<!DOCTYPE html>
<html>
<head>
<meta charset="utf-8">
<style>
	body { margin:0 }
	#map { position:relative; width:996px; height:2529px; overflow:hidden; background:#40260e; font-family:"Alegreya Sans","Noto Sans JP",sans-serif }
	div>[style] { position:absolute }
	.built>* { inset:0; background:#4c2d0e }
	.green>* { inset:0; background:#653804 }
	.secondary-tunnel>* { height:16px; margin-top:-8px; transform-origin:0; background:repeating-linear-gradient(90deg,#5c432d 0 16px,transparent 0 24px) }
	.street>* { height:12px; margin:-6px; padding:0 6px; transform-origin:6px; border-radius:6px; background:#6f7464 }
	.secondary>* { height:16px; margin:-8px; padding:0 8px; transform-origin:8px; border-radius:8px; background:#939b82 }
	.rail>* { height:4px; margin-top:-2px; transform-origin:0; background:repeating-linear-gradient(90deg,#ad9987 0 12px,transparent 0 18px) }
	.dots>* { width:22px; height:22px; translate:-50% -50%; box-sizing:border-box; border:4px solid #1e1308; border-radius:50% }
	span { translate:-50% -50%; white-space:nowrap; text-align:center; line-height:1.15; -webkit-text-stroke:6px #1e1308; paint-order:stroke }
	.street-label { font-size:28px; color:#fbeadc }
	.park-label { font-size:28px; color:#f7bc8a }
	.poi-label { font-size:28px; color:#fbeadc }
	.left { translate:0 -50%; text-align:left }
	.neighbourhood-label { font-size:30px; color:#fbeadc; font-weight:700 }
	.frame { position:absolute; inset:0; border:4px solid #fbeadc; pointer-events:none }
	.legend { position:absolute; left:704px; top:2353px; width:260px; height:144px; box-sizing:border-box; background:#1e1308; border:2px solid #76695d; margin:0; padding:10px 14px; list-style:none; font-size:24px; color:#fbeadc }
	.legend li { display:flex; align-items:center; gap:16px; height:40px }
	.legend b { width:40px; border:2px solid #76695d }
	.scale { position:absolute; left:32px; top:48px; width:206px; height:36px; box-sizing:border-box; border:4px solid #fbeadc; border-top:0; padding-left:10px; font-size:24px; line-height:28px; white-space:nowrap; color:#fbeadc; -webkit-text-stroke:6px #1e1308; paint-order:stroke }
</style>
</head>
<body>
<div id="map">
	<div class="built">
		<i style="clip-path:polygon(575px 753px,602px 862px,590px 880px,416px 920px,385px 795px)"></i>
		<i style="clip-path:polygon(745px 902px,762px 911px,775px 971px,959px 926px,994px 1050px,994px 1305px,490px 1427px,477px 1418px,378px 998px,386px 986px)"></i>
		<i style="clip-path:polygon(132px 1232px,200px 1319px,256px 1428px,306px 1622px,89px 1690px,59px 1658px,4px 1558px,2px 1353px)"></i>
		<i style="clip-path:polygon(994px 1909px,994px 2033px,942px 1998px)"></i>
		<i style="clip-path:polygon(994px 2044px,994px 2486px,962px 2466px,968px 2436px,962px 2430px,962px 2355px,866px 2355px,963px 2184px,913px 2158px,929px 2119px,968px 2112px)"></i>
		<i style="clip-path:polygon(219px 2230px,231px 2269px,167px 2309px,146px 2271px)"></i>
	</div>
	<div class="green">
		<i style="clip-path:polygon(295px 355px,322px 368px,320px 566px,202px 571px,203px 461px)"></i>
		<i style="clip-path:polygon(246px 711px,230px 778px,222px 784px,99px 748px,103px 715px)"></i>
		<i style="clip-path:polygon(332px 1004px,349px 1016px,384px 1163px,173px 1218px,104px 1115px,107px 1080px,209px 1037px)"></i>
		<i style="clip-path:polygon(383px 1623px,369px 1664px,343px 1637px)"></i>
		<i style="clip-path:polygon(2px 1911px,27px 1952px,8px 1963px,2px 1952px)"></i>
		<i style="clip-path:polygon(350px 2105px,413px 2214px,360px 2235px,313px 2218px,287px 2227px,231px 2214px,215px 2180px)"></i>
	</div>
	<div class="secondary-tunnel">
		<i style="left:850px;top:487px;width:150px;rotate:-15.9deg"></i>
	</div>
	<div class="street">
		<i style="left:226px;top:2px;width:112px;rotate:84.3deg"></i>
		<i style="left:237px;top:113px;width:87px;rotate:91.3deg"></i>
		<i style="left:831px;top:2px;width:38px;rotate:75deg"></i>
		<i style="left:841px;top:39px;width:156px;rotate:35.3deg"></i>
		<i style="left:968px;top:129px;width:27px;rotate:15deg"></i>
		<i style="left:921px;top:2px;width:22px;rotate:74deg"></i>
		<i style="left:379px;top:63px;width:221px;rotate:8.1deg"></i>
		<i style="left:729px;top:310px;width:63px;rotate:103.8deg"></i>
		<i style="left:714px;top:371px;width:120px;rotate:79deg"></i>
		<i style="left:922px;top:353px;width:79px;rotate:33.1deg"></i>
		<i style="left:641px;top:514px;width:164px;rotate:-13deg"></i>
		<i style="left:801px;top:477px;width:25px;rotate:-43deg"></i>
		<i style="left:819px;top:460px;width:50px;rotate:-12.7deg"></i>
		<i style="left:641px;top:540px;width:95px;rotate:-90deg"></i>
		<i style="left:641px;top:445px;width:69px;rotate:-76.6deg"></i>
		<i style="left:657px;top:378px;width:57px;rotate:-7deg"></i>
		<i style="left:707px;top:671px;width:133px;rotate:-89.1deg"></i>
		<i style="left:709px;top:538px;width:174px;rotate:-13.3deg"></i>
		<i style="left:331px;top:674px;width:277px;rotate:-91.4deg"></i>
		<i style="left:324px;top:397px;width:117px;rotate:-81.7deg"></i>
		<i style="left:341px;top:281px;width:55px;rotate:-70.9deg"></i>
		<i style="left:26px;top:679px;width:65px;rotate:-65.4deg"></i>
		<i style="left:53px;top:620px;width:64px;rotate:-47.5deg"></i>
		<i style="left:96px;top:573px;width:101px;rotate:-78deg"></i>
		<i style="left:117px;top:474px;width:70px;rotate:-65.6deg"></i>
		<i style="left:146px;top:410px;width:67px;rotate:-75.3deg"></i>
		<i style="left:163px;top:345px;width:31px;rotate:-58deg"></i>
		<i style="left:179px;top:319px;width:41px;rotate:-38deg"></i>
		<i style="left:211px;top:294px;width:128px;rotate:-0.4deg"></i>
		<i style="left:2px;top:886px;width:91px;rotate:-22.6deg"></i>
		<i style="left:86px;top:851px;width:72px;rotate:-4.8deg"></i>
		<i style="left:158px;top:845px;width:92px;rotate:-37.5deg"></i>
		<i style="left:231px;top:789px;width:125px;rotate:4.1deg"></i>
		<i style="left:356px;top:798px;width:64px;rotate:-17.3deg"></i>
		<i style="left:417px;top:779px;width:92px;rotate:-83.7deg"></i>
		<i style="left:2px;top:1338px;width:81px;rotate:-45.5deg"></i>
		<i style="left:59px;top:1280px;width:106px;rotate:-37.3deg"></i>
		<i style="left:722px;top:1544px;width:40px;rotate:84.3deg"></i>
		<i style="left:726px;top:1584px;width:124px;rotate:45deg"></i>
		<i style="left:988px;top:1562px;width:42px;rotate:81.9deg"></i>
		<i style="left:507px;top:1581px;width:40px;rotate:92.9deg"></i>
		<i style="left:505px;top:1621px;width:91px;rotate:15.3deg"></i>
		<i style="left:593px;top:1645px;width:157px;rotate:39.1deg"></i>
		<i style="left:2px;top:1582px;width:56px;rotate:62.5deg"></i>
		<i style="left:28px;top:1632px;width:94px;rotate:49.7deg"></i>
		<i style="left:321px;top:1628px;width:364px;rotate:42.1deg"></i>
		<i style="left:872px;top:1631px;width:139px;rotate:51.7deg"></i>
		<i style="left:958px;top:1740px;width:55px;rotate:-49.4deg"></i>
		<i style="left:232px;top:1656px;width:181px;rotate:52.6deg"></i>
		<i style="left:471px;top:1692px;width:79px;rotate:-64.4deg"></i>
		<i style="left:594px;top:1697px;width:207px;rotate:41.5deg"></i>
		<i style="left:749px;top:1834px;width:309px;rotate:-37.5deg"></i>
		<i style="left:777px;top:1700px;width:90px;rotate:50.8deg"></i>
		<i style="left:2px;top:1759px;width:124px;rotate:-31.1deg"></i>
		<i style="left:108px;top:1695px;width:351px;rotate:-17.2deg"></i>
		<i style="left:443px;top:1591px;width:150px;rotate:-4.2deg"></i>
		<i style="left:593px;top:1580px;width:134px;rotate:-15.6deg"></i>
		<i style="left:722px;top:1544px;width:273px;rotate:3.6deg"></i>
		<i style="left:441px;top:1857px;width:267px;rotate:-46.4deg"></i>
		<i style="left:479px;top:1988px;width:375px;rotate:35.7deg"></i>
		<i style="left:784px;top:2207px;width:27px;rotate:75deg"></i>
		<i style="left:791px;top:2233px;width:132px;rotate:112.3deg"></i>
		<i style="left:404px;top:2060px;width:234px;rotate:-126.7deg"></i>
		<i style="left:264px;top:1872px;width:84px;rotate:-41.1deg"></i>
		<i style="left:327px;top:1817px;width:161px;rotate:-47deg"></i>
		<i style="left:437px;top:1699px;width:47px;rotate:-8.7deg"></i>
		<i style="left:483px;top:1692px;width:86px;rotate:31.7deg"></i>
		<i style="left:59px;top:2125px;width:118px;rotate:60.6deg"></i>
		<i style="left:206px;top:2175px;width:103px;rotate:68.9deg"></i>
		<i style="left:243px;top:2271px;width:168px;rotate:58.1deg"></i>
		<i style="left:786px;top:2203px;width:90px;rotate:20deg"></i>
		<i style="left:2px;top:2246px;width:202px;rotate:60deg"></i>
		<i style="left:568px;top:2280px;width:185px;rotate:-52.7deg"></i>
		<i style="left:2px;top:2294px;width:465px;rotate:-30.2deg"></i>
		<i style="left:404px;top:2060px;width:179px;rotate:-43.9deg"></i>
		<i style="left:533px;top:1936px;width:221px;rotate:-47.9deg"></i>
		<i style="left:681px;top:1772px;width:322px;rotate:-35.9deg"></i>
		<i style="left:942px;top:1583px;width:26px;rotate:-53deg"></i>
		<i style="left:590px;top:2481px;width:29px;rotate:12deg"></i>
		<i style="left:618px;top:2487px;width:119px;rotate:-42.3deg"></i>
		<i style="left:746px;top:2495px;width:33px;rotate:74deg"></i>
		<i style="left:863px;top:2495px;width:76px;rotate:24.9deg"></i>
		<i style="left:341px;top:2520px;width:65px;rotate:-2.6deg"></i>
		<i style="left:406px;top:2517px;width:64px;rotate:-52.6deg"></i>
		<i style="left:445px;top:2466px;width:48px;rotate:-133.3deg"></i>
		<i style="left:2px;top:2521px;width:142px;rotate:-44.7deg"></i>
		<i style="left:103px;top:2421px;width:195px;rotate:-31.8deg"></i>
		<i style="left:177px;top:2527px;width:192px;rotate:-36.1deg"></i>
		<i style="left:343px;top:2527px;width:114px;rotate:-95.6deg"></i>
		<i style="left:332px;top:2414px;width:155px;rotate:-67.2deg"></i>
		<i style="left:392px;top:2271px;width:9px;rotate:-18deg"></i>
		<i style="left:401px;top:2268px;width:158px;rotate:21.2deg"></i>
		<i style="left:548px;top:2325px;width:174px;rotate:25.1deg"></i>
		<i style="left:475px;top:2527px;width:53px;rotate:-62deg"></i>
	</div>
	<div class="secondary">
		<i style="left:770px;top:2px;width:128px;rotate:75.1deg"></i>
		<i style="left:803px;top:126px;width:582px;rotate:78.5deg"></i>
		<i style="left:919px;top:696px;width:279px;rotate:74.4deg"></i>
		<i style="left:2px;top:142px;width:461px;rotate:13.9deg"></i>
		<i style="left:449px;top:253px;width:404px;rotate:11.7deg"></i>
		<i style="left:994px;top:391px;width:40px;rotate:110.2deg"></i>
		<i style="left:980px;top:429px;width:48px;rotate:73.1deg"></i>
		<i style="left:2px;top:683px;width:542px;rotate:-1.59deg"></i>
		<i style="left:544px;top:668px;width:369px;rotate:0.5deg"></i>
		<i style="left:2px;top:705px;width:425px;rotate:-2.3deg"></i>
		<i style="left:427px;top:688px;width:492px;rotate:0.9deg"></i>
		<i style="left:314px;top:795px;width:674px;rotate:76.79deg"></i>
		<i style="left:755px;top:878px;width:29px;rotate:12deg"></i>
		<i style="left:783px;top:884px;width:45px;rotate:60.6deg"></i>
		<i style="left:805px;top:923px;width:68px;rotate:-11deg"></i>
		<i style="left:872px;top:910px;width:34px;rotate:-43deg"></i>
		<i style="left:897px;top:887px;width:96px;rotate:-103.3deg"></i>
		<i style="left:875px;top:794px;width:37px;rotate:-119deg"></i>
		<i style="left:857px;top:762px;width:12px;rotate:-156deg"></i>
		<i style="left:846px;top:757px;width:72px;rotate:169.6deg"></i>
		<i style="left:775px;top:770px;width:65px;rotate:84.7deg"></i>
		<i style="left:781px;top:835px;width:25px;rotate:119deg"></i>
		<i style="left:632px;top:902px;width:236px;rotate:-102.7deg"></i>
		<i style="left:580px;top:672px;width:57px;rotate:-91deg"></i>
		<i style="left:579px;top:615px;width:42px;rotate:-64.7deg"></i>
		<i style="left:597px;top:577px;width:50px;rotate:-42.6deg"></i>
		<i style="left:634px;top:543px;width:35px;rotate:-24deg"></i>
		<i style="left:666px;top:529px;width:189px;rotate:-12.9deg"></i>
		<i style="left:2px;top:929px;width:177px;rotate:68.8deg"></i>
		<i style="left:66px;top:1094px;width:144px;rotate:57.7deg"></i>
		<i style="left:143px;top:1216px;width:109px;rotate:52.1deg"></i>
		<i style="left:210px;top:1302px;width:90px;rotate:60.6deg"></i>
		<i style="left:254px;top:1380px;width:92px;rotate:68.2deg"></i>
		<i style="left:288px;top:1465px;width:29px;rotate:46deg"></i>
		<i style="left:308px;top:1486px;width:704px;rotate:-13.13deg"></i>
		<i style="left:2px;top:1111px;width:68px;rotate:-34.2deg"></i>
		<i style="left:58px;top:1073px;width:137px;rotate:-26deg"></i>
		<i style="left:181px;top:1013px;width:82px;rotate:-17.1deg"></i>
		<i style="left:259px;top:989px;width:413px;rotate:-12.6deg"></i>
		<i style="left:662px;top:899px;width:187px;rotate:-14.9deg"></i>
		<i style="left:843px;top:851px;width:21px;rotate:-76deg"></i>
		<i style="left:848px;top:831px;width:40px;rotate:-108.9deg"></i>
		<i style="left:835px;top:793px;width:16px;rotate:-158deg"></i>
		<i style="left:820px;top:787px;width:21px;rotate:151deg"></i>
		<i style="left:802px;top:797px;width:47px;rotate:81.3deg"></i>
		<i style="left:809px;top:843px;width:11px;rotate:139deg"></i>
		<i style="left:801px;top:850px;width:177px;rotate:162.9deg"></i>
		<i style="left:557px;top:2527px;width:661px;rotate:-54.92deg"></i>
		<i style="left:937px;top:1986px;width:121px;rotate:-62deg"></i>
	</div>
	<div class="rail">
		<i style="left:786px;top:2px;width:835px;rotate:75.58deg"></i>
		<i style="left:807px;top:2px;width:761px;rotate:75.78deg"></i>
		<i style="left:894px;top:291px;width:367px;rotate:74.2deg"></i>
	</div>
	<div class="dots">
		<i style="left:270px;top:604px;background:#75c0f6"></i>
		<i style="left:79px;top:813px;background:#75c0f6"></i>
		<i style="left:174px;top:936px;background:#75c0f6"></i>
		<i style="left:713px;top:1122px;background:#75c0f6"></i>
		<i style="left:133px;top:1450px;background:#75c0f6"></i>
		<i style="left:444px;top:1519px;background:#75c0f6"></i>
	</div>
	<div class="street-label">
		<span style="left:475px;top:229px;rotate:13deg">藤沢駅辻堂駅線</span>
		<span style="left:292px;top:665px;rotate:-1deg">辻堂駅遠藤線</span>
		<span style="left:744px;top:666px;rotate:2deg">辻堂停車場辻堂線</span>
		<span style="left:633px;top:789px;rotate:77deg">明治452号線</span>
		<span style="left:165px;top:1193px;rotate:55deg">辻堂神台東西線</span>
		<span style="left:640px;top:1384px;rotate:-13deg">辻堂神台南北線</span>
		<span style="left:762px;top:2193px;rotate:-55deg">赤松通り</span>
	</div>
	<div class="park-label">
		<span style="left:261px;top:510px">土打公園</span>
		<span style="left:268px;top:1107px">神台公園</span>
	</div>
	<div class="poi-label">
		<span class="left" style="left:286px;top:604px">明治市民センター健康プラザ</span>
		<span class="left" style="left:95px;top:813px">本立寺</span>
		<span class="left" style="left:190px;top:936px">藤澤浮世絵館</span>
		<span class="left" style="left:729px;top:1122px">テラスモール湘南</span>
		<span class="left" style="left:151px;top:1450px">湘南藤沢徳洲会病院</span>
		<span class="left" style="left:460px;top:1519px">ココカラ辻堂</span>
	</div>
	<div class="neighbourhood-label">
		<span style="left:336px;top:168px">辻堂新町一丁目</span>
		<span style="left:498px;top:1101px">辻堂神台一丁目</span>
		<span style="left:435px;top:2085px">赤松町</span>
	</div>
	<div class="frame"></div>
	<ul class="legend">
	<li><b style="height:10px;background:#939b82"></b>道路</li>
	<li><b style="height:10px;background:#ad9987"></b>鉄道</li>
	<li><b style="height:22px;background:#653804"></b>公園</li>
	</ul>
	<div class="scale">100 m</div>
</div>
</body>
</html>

Task statement
Every line with the word "inset" in it should be copied from the listing above.

Exercise solution
	.built>* { inset:0; background:#4c2d0e }
	.green>* { inset:0; background:#653804 }
	.frame { position:absolute; inset:0; border:4px solid #fbeadc; pointer-events:none }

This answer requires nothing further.